Source data:
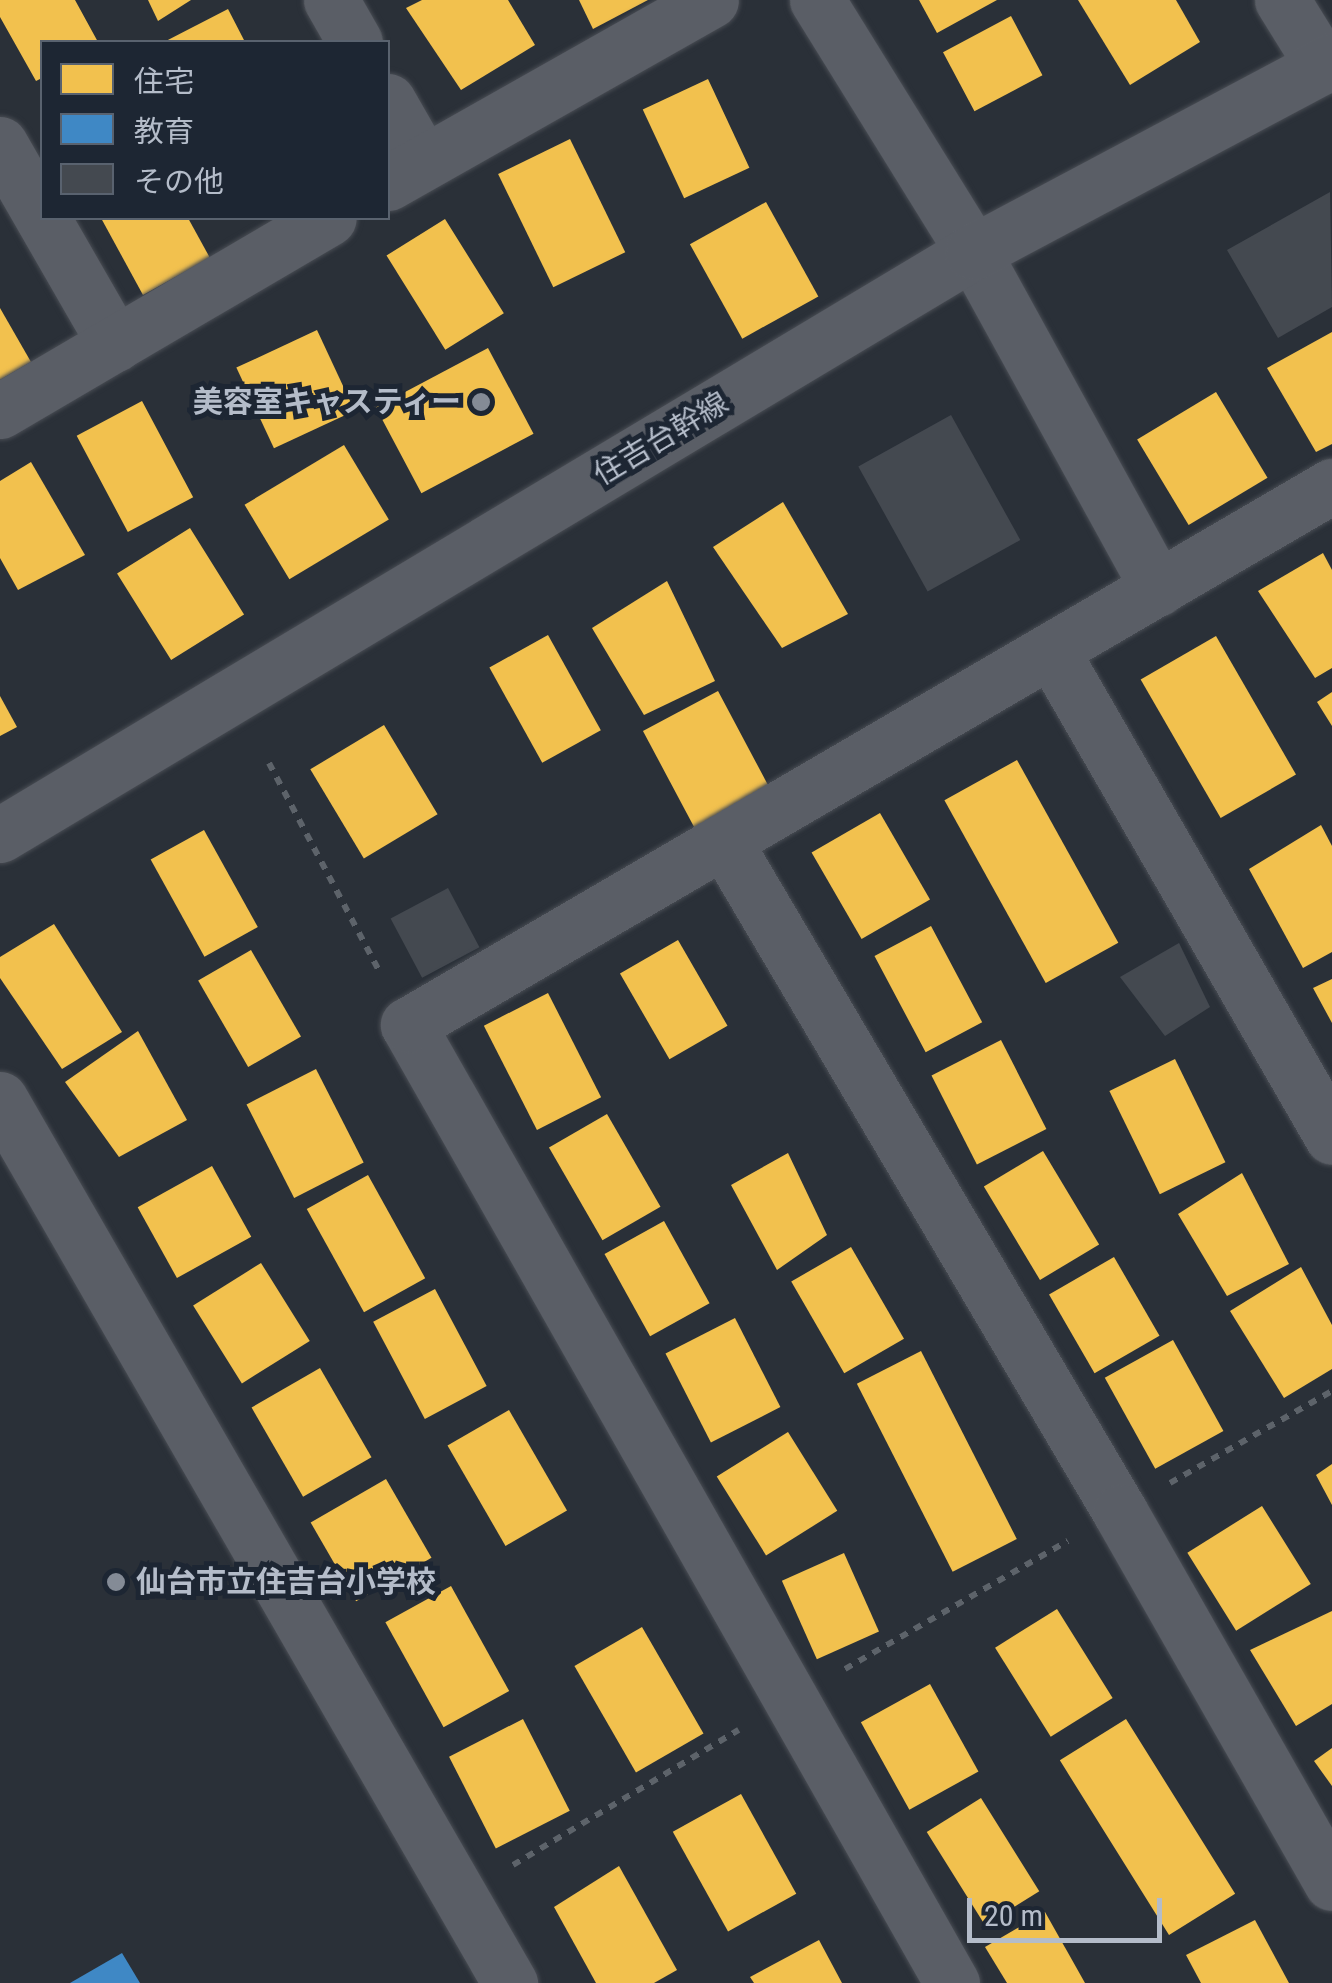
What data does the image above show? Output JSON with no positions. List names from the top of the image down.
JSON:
{
  "streets": {
    "street": ["住吉台幹線"]
  },
  "places": ["美容室キャスティー", "仙台市立住吉台小学校"],
  "legend": ["住宅", "教育", "その他"],
  "scale_bar": "20 m"
}
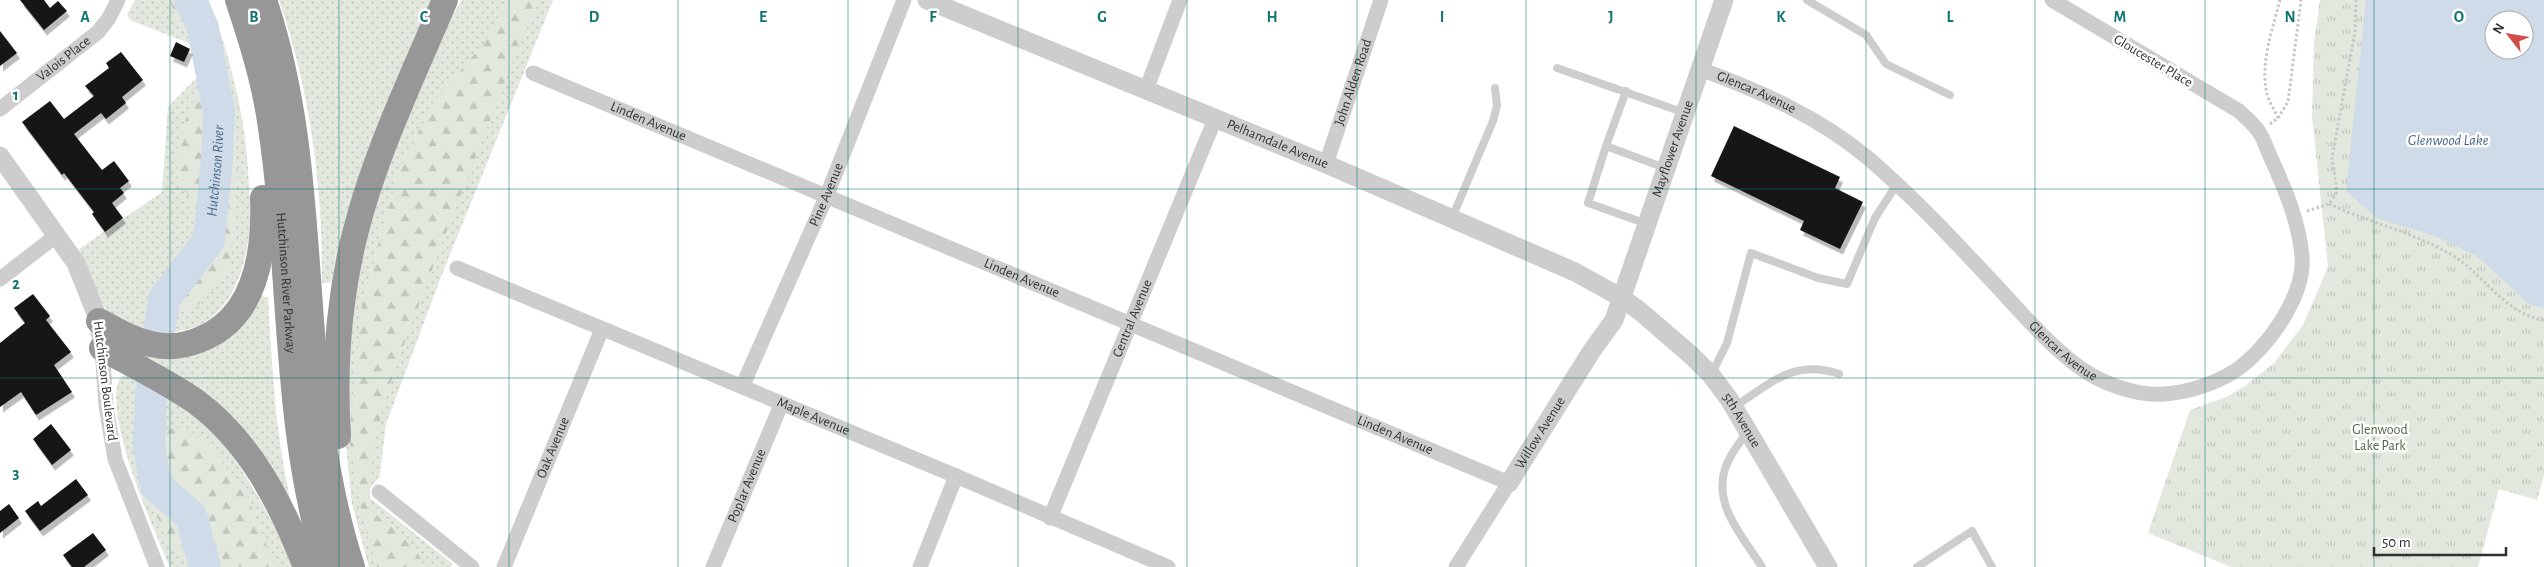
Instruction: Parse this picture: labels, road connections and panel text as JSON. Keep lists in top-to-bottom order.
{
  "streets": {
    "highway": ["Hutchinson River Parkway"],
    "street": [
      "Valois Place",
      "Gloucester Place",
      "John Alden Road",
      "Glencar Avenue",
      "Linden Avenue",
      "Pelhamdale Avenue",
      "Mayflower Avenue",
      "Pine Avenue",
      "Central Avenue",
      "Hutchinson Boulevard",
      "Maple Avenue",
      "5th Avenue",
      "Willow Avenue",
      "Oak Avenue",
      "Poplar Avenue"
    ]
  },
  "crossings": [
    ["Gloucester Place", "Glencar Avenue"],
    ["John Alden Road", "Pelhamdale Avenue"],
    ["Glencar Avenue", "Mayflower Avenue"],
    ["Linden Avenue", "Pine Avenue"],
    ["Linden Avenue", "Central Avenue"],
    ["Linden Avenue", "Willow Avenue"],
    ["Pelhamdale Avenue", "Mayflower Avenue"],
    ["Pelhamdale Avenue", "Central Avenue"],
    ["Pelhamdale Avenue", "5th Avenue"],
    ["Pelhamdale Avenue", "Willow Avenue"],
    ["Mayflower Avenue", "5th Avenue"],
    ["Mayflower Avenue", "Willow Avenue"],
    ["Pine Avenue", "Maple Avenue"],
    ["Central Avenue", "Maple Avenue"],
    ["Maple Avenue", "Oak Avenue"],
    ["Maple Avenue", "Poplar Avenue"],
    ["5th Avenue", "Willow Avenue"]
  ],
  "water": ["Glenwood Lake", "Hutchinson River"],
  "parks": ["Glenwood Lake Park"],
  "scale_bar": "50 m",
  "north": "top left",
  "grid": {
    "columns": [
      "A",
      "B",
      "C",
      "D",
      "E",
      "F",
      "G",
      "H",
      "I",
      "J",
      "K",
      "L",
      "M",
      "N",
      "O"
    ],
    "rows": ["1", "2", "3"]
  }
}
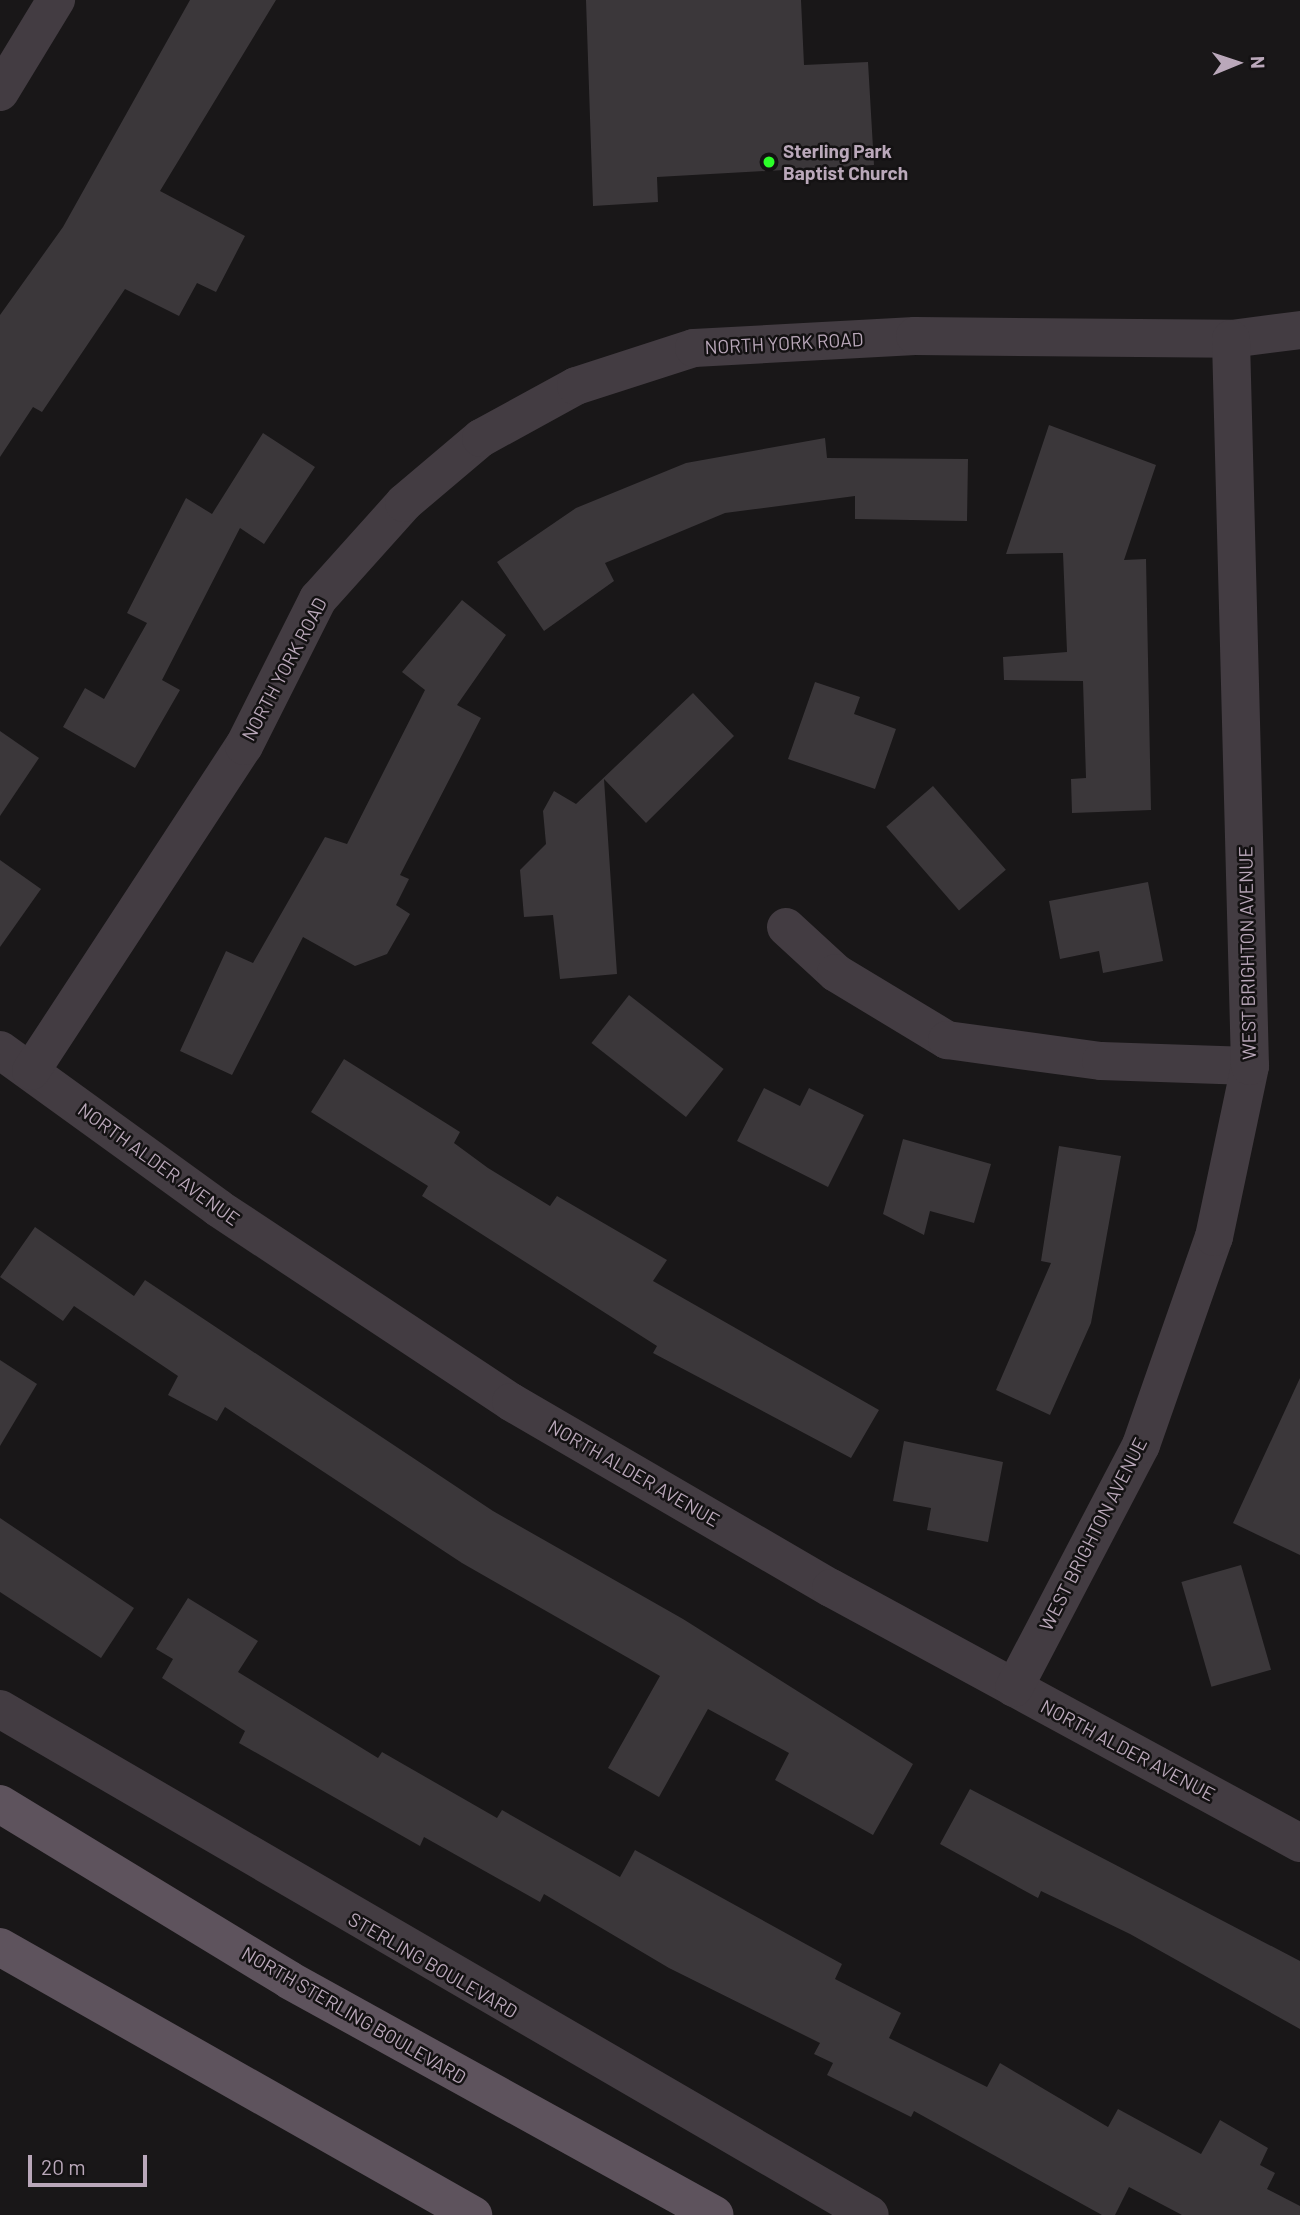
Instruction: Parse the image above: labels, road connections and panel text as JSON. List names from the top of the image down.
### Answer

Task to carry out: An exact copy of the entries above is required; pictures are not part of it.

Exercise answer:
What data does the image above show? Output JSON with no positions. List names from the top of the image down.
JSON:
{
  "streets": {
    "street": ["住吉台幹線"]
  },
  "places": ["美容室キャスティー", "仙台市立住吉台小学校"],
  "legend": ["住宅", "教育", "その他"],
  "scale_bar": "20 m"
}
Instruction: Parse this picture: labels, road connections and panel text as JSON. Keep lists in top-to-bottom order.
{
  "streets": {
    "highway": ["Hutchinson River Parkway"],
    "street": [
      "Valois Place",
      "Gloucester Place",
      "John Alden Road",
      "Glencar Avenue",
      "Linden Avenue",
      "Pelhamdale Avenue",
      "Mayflower Avenue",
      "Pine Avenue",
      "Central Avenue",
      "Hutchinson Boulevard",
      "Maple Avenue",
      "5th Avenue",
      "Willow Avenue",
      "Oak Avenue",
      "Poplar Avenue"
    ]
  },
  "crossings": [
    ["Gloucester Place", "Glencar Avenue"],
    ["John Alden Road", "Pelhamdale Avenue"],
    ["Glencar Avenue", "Mayflower Avenue"],
    ["Linden Avenue", "Pine Avenue"],
    ["Linden Avenue", "Central Avenue"],
    ["Linden Avenue", "Willow Avenue"],
    ["Pelhamdale Avenue", "Mayflower Avenue"],
    ["Pelhamdale Avenue", "Central Avenue"],
    ["Pelhamdale Avenue", "5th Avenue"],
    ["Pelhamdale Avenue", "Willow Avenue"],
    ["Mayflower Avenue", "5th Avenue"],
    ["Mayflower Avenue", "Willow Avenue"],
    ["Pine Avenue", "Maple Avenue"],
    ["Central Avenue", "Maple Avenue"],
    ["Maple Avenue", "Oak Avenue"],
    ["Maple Avenue", "Poplar Avenue"],
    ["5th Avenue", "Willow Avenue"]
  ],
  "water": ["Glenwood Lake", "Hutchinson River"],
  "parks": ["Glenwood Lake Park"],
  "scale_bar": "50 m",
  "north": "top left",
  "grid": {
    "columns": [
      "A",
      "B",
      "C",
      "D",
      "E",
      "F",
      "G",
      "H",
      "I",
      "J",
      "K",
      "L",
      "M",
      "N",
      "O"
    ],
    "rows": ["1", "2", "3"]
  }
}
Instruction: Parse the image above: labels, road connections and panel text as JSON. List names from the top of the image down.
### Answer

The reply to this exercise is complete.